» Work to be completed:
Check every line of the material below for the string "Instruction". State how many lines have it.

» Data:
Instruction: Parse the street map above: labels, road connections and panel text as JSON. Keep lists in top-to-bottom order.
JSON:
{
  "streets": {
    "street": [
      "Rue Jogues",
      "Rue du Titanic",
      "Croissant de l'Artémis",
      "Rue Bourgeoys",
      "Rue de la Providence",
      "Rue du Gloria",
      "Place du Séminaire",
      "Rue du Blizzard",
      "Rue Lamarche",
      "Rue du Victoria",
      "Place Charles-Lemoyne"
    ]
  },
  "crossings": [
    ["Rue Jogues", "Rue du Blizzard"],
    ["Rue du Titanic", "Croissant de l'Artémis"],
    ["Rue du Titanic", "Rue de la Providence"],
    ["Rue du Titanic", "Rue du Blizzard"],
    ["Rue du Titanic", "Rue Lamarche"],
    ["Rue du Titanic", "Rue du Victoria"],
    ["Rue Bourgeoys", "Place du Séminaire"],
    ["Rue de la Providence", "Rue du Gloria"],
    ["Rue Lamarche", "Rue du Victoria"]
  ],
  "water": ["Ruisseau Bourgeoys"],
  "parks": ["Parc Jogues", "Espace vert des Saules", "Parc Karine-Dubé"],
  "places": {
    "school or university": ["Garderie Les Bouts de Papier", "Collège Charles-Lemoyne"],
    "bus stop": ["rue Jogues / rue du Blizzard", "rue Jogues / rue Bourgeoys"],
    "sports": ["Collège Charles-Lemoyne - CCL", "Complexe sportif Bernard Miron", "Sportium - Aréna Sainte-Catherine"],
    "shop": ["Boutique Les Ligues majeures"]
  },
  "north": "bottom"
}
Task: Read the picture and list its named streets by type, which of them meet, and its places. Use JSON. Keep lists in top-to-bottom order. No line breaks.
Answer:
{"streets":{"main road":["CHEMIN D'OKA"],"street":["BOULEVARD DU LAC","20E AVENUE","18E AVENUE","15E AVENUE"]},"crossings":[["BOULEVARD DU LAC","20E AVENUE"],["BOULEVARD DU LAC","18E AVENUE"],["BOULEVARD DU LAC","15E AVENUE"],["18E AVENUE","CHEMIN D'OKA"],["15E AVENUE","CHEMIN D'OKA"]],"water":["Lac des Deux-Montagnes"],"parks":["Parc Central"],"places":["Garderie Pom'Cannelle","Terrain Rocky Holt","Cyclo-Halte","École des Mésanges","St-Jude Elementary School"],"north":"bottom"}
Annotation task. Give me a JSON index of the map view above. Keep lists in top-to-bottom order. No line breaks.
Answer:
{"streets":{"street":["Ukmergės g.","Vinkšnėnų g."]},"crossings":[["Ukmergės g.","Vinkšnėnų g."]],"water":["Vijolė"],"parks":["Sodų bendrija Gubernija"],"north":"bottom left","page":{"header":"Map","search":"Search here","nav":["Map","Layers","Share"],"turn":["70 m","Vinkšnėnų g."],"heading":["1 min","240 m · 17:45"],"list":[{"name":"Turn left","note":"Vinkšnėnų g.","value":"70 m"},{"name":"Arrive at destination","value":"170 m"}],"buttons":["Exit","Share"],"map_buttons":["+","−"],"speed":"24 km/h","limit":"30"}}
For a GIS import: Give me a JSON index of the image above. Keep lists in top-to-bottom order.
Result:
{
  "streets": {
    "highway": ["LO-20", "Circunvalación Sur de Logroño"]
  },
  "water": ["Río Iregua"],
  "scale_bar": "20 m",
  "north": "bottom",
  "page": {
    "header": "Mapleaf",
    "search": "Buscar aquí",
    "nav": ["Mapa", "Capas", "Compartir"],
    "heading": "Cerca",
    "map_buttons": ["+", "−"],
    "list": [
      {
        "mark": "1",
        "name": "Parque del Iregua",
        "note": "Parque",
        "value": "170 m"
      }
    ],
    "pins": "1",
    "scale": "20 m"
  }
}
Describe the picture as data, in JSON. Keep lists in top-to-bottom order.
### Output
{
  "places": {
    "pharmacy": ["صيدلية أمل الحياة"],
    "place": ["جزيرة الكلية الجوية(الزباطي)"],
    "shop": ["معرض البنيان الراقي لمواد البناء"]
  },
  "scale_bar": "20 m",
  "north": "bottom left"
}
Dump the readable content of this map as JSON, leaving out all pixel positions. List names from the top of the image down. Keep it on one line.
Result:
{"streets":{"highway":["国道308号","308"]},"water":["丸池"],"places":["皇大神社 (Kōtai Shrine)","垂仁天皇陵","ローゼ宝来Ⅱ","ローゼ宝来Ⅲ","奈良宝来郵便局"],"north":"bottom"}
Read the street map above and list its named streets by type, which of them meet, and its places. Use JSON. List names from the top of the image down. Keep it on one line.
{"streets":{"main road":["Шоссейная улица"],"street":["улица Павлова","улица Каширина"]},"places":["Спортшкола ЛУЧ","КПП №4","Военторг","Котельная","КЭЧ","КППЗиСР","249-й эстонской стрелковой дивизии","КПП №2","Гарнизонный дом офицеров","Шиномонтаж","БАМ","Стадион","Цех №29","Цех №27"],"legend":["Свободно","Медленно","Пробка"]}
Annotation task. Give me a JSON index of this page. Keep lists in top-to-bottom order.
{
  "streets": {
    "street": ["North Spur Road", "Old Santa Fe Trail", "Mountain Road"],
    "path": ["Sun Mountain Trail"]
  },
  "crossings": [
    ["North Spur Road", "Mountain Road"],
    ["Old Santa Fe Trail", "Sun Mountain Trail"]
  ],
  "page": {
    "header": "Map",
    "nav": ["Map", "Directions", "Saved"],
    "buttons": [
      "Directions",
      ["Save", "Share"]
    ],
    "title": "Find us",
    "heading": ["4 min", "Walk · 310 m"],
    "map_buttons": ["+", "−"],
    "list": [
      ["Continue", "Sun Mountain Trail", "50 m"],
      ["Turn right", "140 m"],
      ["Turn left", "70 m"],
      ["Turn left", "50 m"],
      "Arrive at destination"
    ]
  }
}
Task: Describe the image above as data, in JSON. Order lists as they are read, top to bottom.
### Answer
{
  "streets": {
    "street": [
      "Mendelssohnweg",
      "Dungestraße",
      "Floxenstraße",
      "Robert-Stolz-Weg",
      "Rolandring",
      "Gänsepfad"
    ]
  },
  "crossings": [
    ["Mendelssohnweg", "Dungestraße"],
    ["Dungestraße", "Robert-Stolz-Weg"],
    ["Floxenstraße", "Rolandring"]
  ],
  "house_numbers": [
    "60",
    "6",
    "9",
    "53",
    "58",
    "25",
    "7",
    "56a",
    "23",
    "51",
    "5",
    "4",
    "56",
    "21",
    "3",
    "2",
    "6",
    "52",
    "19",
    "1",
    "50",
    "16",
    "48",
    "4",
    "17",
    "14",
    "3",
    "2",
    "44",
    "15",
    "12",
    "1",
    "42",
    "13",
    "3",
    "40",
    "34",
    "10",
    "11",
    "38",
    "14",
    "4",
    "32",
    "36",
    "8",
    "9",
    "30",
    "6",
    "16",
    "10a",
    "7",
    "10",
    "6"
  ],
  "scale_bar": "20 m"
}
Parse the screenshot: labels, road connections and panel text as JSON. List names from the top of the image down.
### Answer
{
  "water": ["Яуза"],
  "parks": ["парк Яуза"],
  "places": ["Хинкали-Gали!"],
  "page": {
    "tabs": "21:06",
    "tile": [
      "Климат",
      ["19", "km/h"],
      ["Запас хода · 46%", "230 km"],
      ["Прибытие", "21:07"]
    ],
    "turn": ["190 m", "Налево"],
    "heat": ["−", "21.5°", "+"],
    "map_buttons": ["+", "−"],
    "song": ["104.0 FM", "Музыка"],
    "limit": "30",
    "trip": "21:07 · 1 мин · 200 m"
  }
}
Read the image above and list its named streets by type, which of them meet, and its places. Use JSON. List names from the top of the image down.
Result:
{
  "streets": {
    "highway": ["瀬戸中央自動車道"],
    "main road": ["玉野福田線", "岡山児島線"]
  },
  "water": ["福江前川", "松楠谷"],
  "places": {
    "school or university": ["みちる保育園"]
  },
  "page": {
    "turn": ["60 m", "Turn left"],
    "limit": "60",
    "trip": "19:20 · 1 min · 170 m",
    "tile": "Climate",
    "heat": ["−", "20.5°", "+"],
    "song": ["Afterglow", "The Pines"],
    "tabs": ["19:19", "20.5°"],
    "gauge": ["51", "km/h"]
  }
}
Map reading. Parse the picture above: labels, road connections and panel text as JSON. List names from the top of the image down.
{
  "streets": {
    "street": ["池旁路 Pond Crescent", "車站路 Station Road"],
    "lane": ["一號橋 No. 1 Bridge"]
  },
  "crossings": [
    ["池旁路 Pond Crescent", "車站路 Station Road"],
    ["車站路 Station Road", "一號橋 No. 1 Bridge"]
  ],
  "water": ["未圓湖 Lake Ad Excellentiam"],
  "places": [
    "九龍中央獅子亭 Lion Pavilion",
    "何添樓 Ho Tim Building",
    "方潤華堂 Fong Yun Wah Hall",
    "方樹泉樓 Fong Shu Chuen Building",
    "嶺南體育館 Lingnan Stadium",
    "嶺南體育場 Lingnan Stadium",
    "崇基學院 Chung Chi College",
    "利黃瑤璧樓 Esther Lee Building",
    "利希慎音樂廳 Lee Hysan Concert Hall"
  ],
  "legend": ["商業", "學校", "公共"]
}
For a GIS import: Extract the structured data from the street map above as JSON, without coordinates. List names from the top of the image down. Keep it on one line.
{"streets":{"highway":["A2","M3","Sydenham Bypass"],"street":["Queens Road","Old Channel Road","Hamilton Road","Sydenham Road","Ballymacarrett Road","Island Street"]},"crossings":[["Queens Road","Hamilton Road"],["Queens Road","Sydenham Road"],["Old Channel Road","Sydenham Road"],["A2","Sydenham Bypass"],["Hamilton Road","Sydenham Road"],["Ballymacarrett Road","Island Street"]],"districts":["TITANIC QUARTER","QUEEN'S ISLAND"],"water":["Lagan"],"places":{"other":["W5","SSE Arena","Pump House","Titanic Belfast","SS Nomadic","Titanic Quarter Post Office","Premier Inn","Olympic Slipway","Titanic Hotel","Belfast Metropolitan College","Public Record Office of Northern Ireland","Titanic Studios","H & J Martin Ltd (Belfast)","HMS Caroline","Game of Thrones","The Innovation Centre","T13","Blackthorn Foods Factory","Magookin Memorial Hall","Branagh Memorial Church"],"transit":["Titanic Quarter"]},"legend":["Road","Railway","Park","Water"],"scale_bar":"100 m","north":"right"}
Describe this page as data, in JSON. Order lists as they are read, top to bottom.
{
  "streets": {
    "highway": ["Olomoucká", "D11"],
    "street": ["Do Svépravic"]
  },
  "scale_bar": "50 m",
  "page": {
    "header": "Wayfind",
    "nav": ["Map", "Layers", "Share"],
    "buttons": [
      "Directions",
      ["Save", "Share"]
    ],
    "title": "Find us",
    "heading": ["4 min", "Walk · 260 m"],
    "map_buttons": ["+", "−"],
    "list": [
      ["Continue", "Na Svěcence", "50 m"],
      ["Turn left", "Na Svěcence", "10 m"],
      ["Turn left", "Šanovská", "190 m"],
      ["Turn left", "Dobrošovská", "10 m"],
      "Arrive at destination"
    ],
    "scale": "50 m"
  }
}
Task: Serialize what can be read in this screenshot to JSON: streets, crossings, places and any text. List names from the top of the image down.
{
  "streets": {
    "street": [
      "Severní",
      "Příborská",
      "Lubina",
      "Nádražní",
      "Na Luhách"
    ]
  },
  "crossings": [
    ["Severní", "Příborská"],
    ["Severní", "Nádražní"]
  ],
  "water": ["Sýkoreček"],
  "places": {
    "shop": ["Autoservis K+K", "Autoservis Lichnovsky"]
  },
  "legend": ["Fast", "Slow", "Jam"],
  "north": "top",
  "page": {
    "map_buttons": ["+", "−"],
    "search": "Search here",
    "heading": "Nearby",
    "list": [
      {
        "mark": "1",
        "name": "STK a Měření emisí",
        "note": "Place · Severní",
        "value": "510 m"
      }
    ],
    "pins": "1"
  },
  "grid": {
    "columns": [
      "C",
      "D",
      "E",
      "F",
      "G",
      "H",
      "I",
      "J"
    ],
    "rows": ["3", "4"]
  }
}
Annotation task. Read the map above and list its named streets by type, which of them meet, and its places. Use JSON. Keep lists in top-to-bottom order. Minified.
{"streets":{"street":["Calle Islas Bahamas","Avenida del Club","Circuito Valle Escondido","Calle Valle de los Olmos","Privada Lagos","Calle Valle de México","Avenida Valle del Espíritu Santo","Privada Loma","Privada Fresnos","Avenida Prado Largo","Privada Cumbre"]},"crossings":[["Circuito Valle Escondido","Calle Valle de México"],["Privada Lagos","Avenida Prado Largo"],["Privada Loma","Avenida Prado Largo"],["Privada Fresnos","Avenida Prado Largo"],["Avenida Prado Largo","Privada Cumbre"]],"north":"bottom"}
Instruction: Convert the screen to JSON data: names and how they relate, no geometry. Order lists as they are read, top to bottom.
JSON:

» Result for this exercise:
2